* What you need to do *
With the pictures excluded, reproduce all of the data exactly.

────────────────────

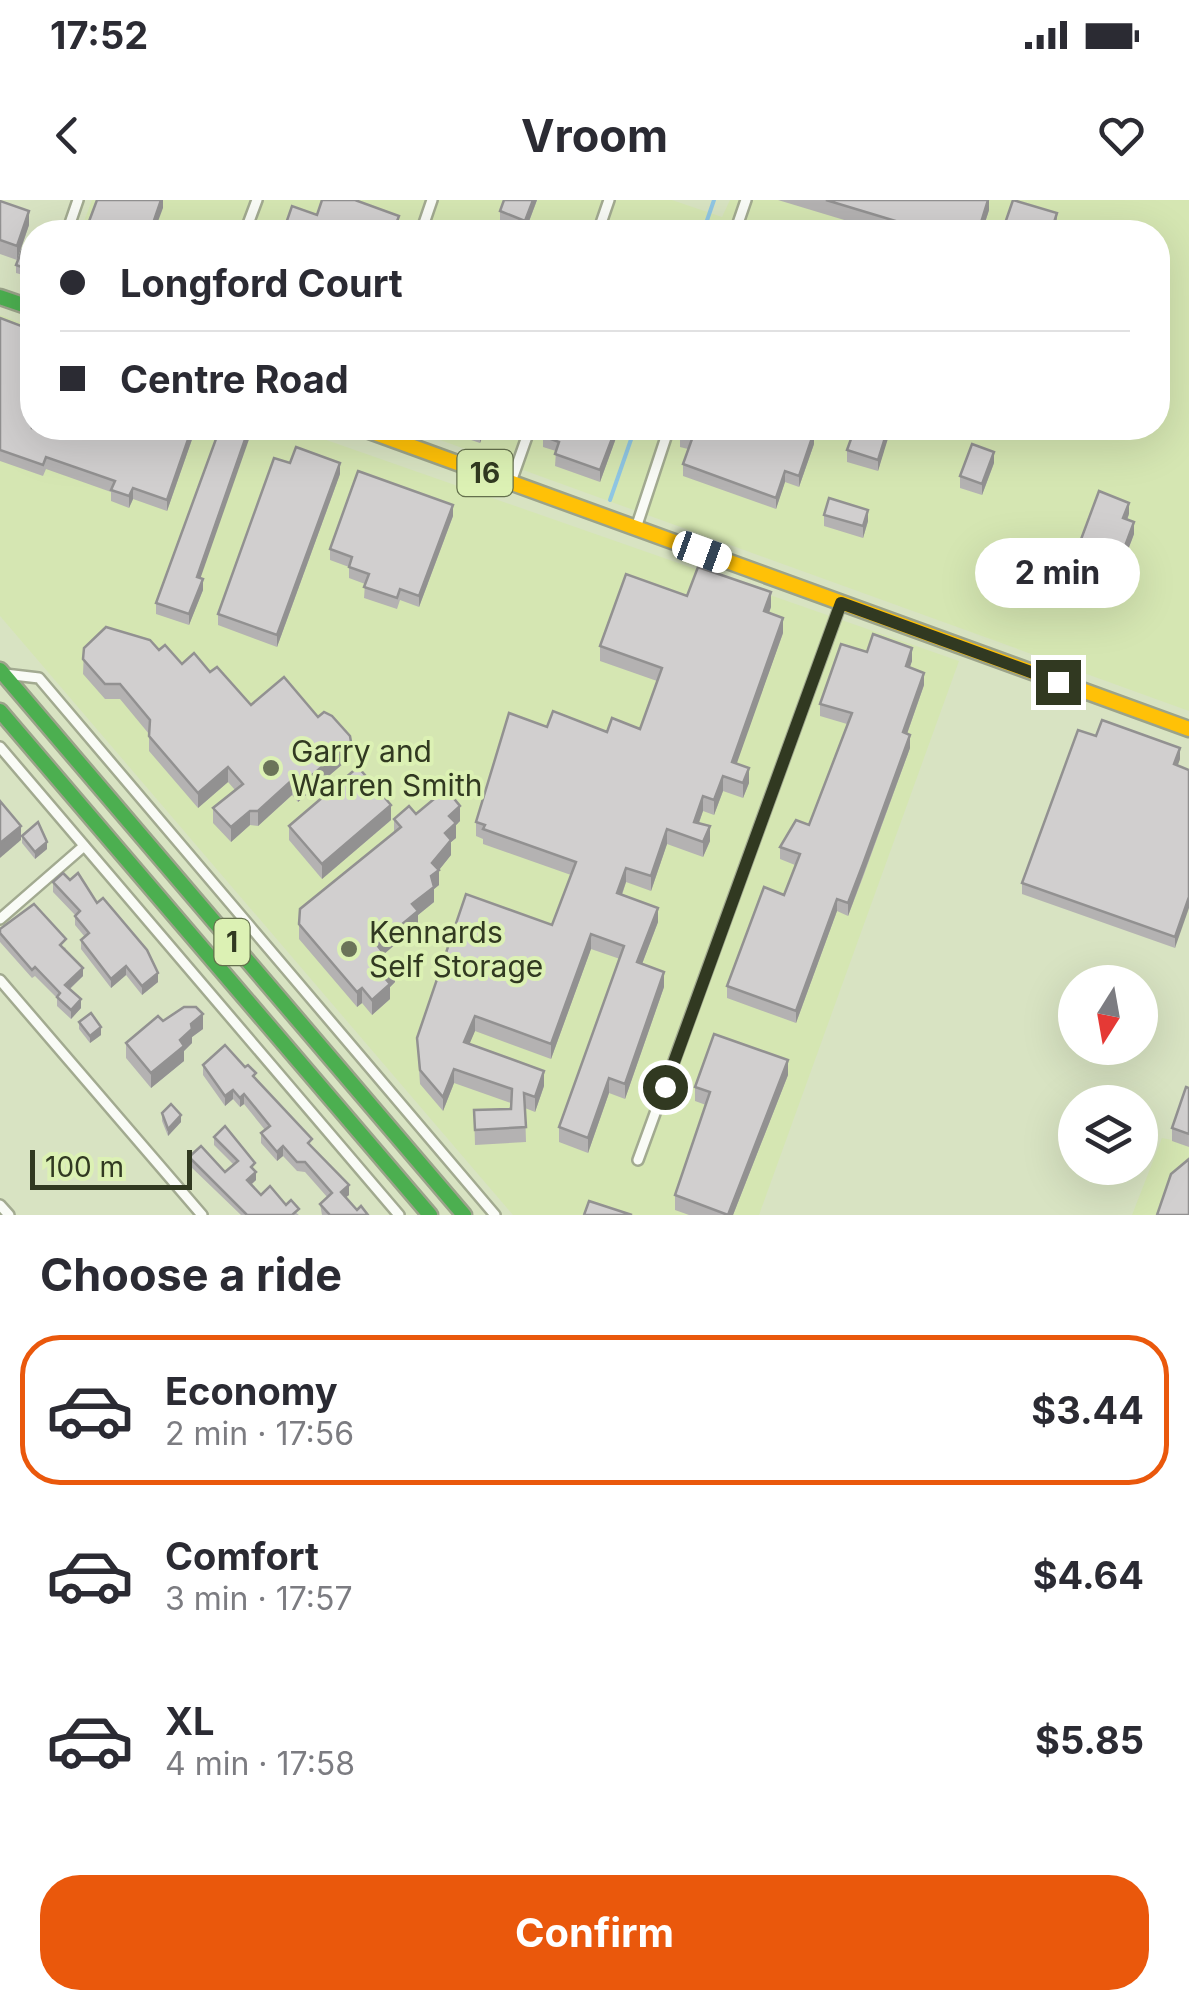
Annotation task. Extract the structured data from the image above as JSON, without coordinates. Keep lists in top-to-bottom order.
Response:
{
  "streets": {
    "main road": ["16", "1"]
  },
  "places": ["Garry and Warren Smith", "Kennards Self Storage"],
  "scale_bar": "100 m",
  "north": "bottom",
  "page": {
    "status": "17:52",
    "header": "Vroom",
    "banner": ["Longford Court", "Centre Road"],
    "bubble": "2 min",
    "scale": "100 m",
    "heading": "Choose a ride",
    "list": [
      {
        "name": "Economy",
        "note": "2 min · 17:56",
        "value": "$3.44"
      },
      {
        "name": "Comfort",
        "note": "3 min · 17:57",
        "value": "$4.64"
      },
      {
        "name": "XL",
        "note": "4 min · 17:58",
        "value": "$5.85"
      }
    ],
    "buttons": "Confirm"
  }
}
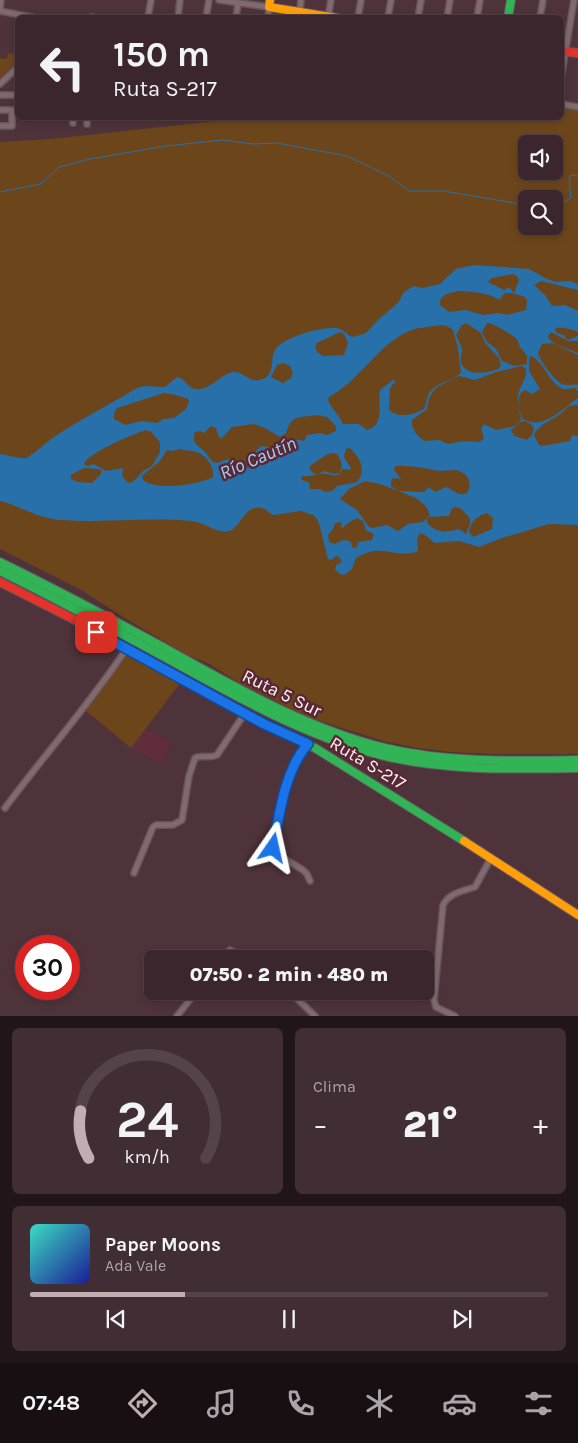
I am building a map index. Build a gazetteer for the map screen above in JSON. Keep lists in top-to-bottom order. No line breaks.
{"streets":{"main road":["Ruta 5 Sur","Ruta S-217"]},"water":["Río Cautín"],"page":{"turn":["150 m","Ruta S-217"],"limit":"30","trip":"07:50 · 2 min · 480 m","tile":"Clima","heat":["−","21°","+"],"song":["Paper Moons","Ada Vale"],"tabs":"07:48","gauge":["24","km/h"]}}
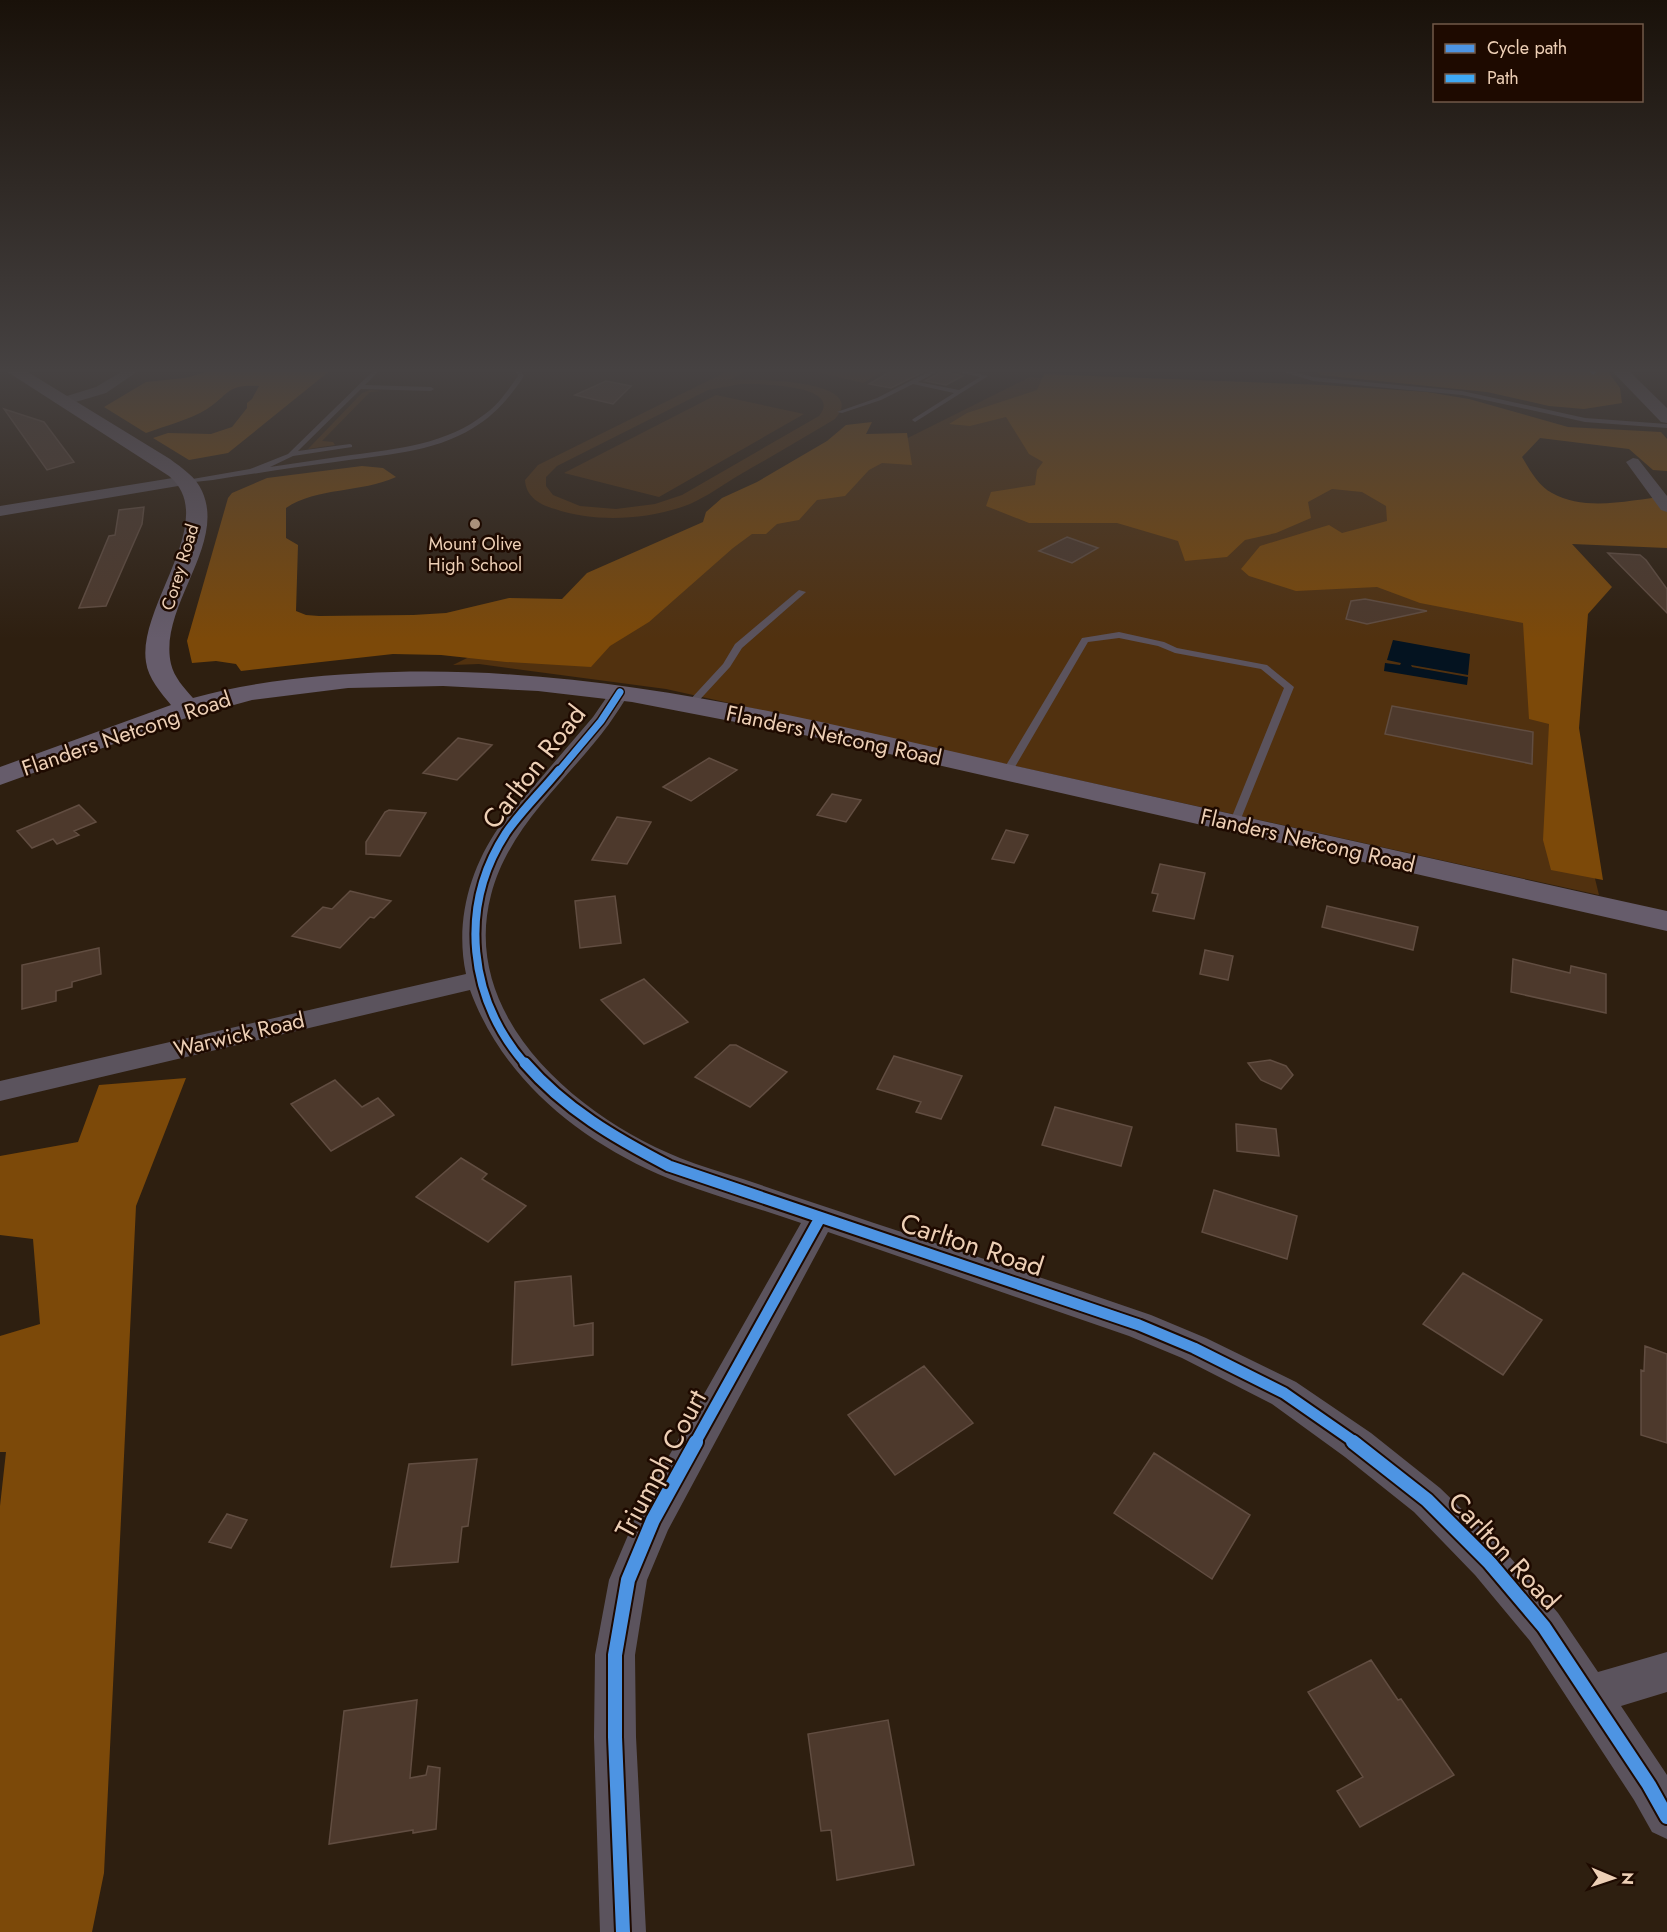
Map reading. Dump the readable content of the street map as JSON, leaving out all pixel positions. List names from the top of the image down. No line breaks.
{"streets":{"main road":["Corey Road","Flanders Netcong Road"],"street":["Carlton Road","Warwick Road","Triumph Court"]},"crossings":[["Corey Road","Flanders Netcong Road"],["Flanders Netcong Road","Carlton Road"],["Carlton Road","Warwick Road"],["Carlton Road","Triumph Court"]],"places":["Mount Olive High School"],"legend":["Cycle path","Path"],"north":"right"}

────────────────────

* Worked solution *
Annotation task. Extract the structured data from the image above as JSON, without coordinates. Keep lists in top-to-bottom order.
Response:
{
  "streets": {
    "main road": ["16", "1"]
  },
  "places": ["Garry and Warren Smith", "Kennards Self Storage"],
  "scale_bar": "100 m",
  "north": "bottom",
  "page": {
    "status": "17:52",
    "header": "Vroom",
    "banner": ["Longford Court", "Centre Road"],
    "bubble": "2 min",
    "scale": "100 m",
    "heading": "Choose a ride",
    "list": [
      {
        "name": "Economy",
        "note": "2 min · 17:56",
        "value": "$3.44"
      },
      {
        "name": "Comfort",
        "note": "3 min · 17:57",
        "value": "$4.64"
      },
      {
        "name": "XL",
        "note": "4 min · 17:58",
        "value": "$5.85"
      }
    ],
    "buttons": "Confirm"
  }
}
I am building a map index. Build a gazetteer for the map screen above in JSON. Keep lists in top-to-bottom order. No line breaks.
{"streets":{"main road":["Ruta 5 Sur","Ruta S-217"]},"water":["Río Cautín"],"page":{"turn":["150 m","Ruta S-217"],"limit":"30","trip":"07:50 · 2 min · 480 m","tile":"Clima","heat":["−","21°","+"],"song":["Paper Moons","Ada Vale"],"tabs":"07:48","gauge":["24","km/h"]}}
Map reading. Dump the readable content of the street map as JSON, leaving out all pixel positions. List names from the top of the image down. No line breaks.
{"streets":{"main road":["Corey Road","Flanders Netcong Road"],"street":["Carlton Road","Warwick Road","Triumph Court"]},"crossings":[["Corey Road","Flanders Netcong Road"],["Flanders Netcong Road","Carlton Road"],["Carlton Road","Warwick Road"],["Carlton Road","Triumph Court"]],"places":["Mount Olive High School"],"legend":["Cycle path","Path"],"north":"right"}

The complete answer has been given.